# Bump Drafting in NASCAR.



## arnisador (Feb 17, 2006)

I see that there is much talk of banning or at least reducing bump drafting in NASCAR. What exactly _is_ this manuever? The descriptions I've seen say that it involves striking another car from behind in order to maintain momentum. Can anyone better describe this for me? Is it a good idea because the alternative would be to break and hence lose speed?


----------



## tshadowchaser (Feb 17, 2006)

basicly it involves getting behind the car in frount of you and carefuly going bumper o bumper then pushing the car in frount.  It gives you both a more speed.  On the stright a way its safe but near the coners its not
this is one of the more exsighting ways to get pass another car or to get to the lead


----------



## theletch1 (Feb 17, 2006)

The way I understand the potential ban is that it is only on the larger, faster tracks in the series.  I say the best solution is to get rid of the restrictor plates on the carbs and let 'em run in a more strung out manner instead of all bunched up in a pack.  Hell, if you're already running 190 with the plate another 15 or 20 mph is not gonna make a lot of difference and will allow the drivers to have the chance at getting a little more room on the track.


----------



## Gary Crawford (Feb 17, 2006)

They will never get rid of restricter plates( I wish they would),what they are talking about is trying to do something about some of the overly rough driving. The bunp draft is a good thing whe done the right way,in the right part of the track and NASCAR would be foolish to put a ban on it. If they did, they would have to acess penalties everytime a driver touches the car in front of him.  That would cause some ridiculas controversy. I have always wished they would find away to eliminate the restricter plates and it can be done without speeding up the cars. They could mandate a lower compression ratio engine for those peticular tracks(Daytona,Tahladega),they could also reduce the octain level in the racing fuels.  Point is,it could be done, but the France family(NASCAR) in it's infinate wisdom has yet to consider it.


----------



## Carol (Feb 19, 2006)

Drafting isn't limited to NASCAR.  The Olympic XC skiers do the same thing, when they race behind one anohter.

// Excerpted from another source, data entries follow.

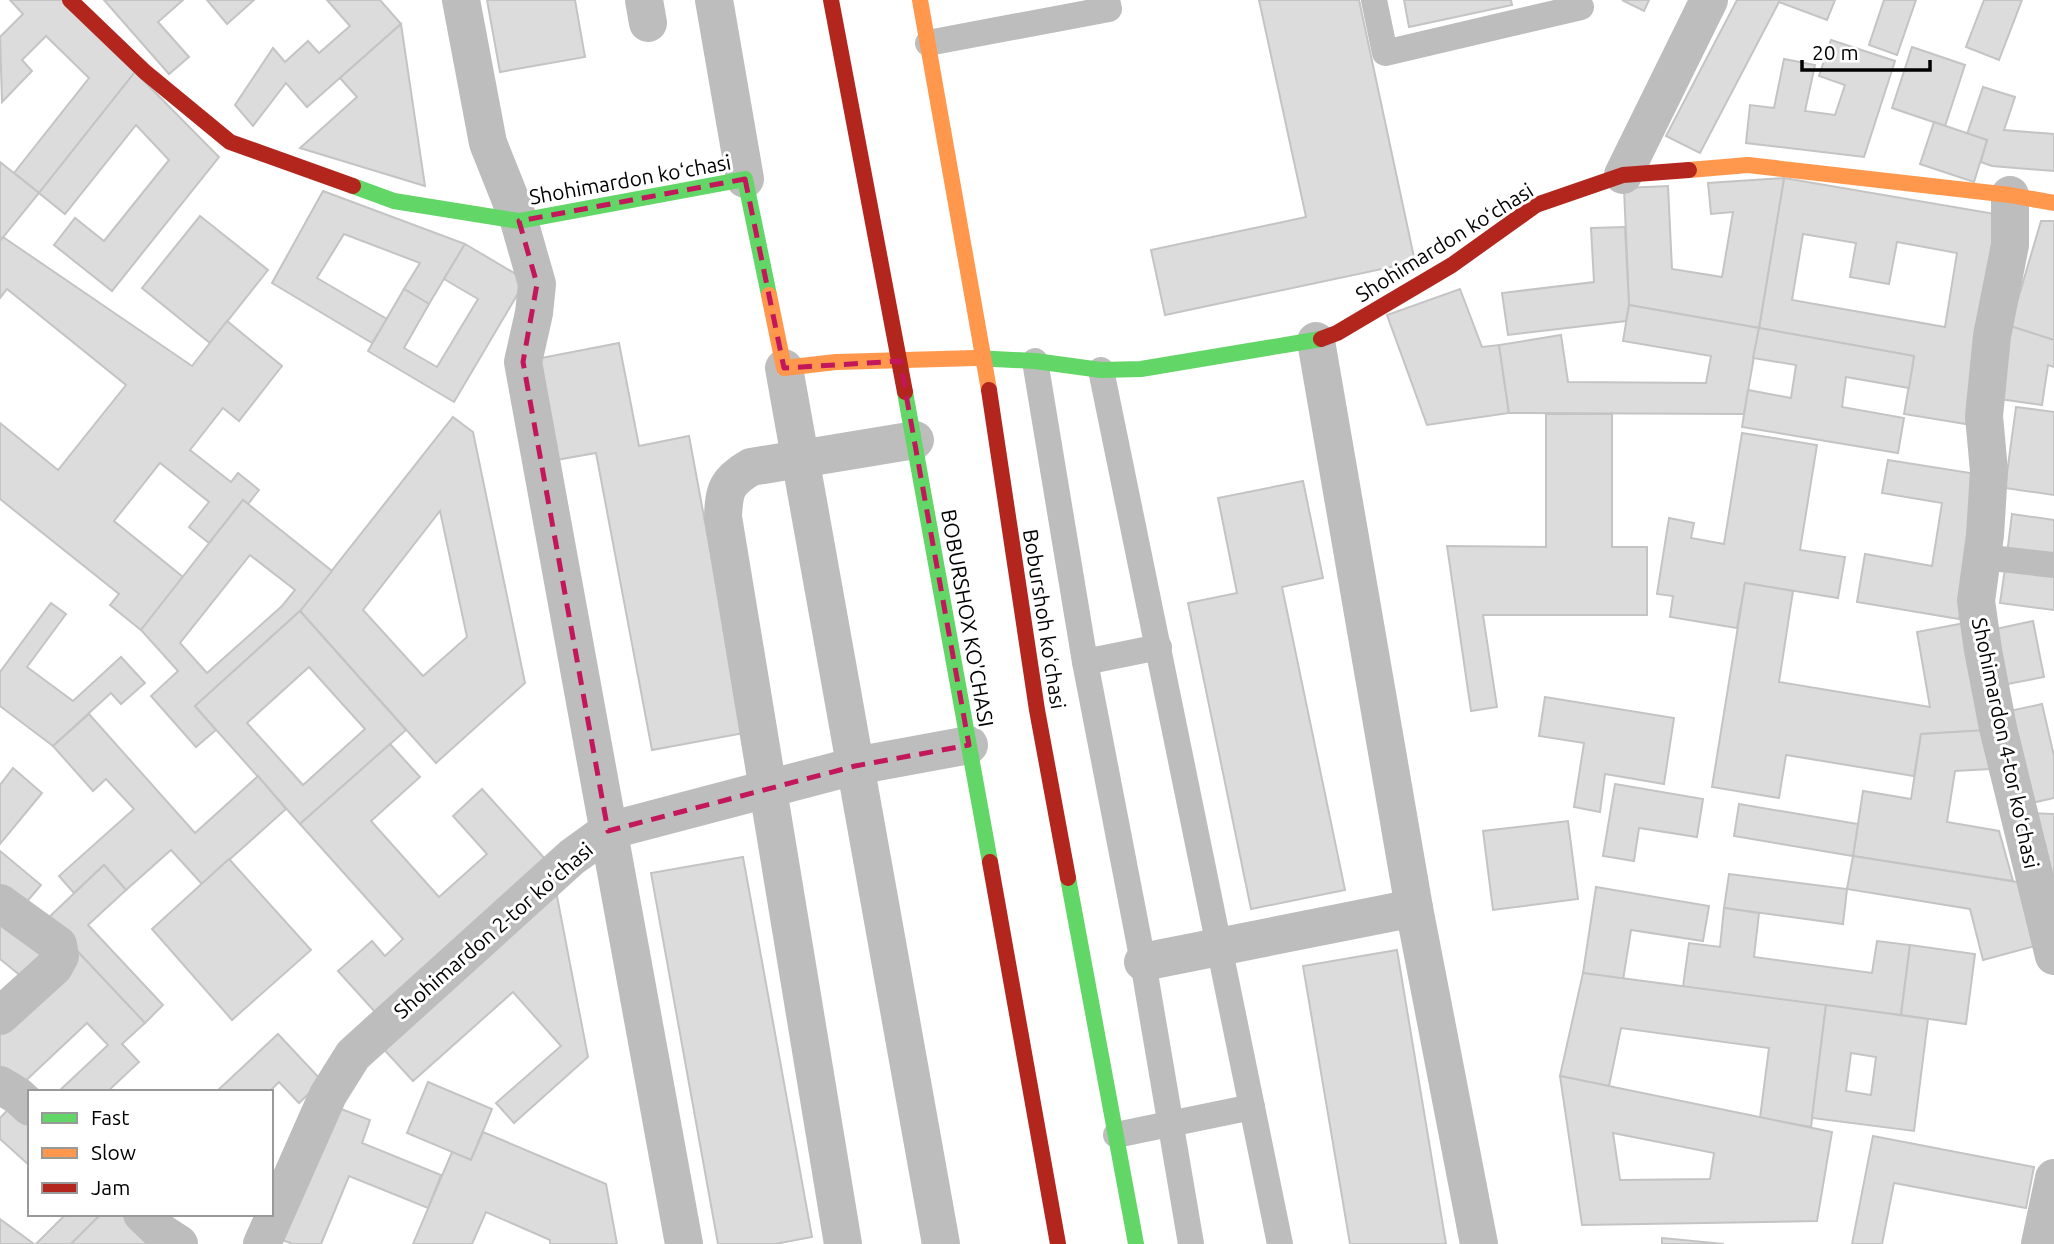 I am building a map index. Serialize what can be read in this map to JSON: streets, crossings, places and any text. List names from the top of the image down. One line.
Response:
{"streets":{"main road":["Shohimardon koʻchasi","BOBURSHOX KO'CHASI","Boburshoh koʻchasi"],"street":["Shohimardon 4-tor koʻchasi","Shohimardon 2-tor koʻchasi"]},"crossings":[["Shohimardon koʻchasi","BOBURSHOX KO'CHASI"],["Shohimardon koʻchasi","Boburshoh koʻchasi"],["Shohimardon koʻchasi","Shohimardon 4-tor koʻchasi"],["BOBURSHOX KO'CHASI","Shohimardon 2-tor koʻchasi"]],"legend":["Fast","Slow","Jam"],"scale_bar":"20 m"} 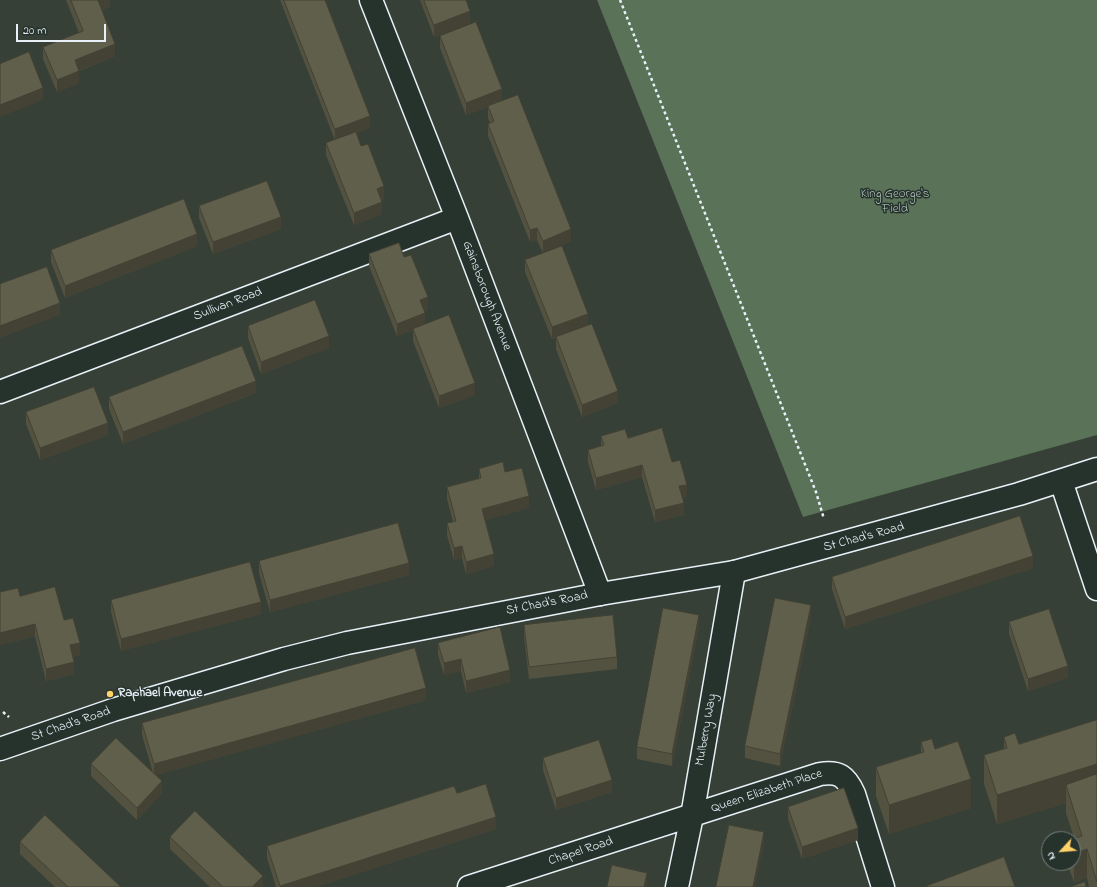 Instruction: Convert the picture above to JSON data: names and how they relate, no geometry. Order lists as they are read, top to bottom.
{
  "streets": {
    "street": [
      "Gainsborough Avenue",
      "Sullivan Road",
      "St Chad's Road",
      "Mulberry Way",
      "Queen Elizabeth Place",
      "Chapel Road"
    ]
  },
  "crossings": [
    ["Gainsborough Avenue", "Sullivan Road"],
    ["Gainsborough Avenue", "St Chad's Road"],
    ["St Chad's Road", "Mulberry Way"],
    ["Mulberry Way", "Queen Elizabeth Place"],
    ["Mulberry Way", "Chapel Road"],
    ["Queen Elizabeth Place", "Chapel Road"]
  ],
  "parks": ["King George's Field"],
  "places": ["Raphael Avenue"],
  "scale_bar": "20 m",
  "north": "bottom left"
} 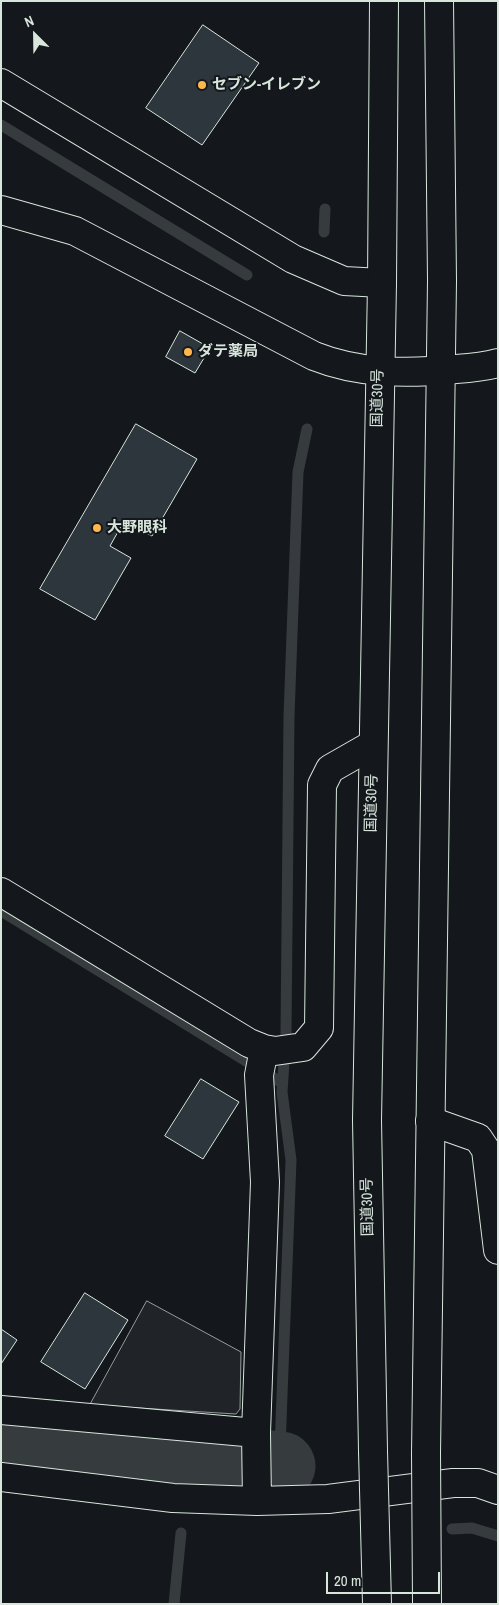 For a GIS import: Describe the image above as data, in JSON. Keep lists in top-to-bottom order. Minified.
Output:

The bump drafting/aggressive driving that NASCAR is fretting about is when the rear car takes the air off the front car's spoiler enough to make a car go out of control.   I caught a little of the Daytona pre-race, they showed bump drafting causing a wreck when the two drafting cars got in to a third car and turned it sideways.

Don't get me started on restrictor plates.  From my eyes, they're just a liability gimmick.  If they did what NASCAR claims they did, we would not have lost Dale Earnhart 5 years ago.


----------



## Kreth (Feb 19, 2006)

Um... I thought what killed him was the fact that his seat came loose from the frame in a crash...?


----------



## Carol (Feb 19, 2006)

Was it?  

Maybe I should stick with Kenpo.  

Pay no attention to the lady behind the curtain.


----------



## Cryozombie (Feb 19, 2006)

From a non nascar fan I just have to ask...

Isn't watching racing kinda like watching traffic?


----------



## Carol (Feb 20, 2006)

Technopunk said:
			
		

> From a non nascar fan I just have to ask...
> 
> Isn't watching racing kinda like watching traffic?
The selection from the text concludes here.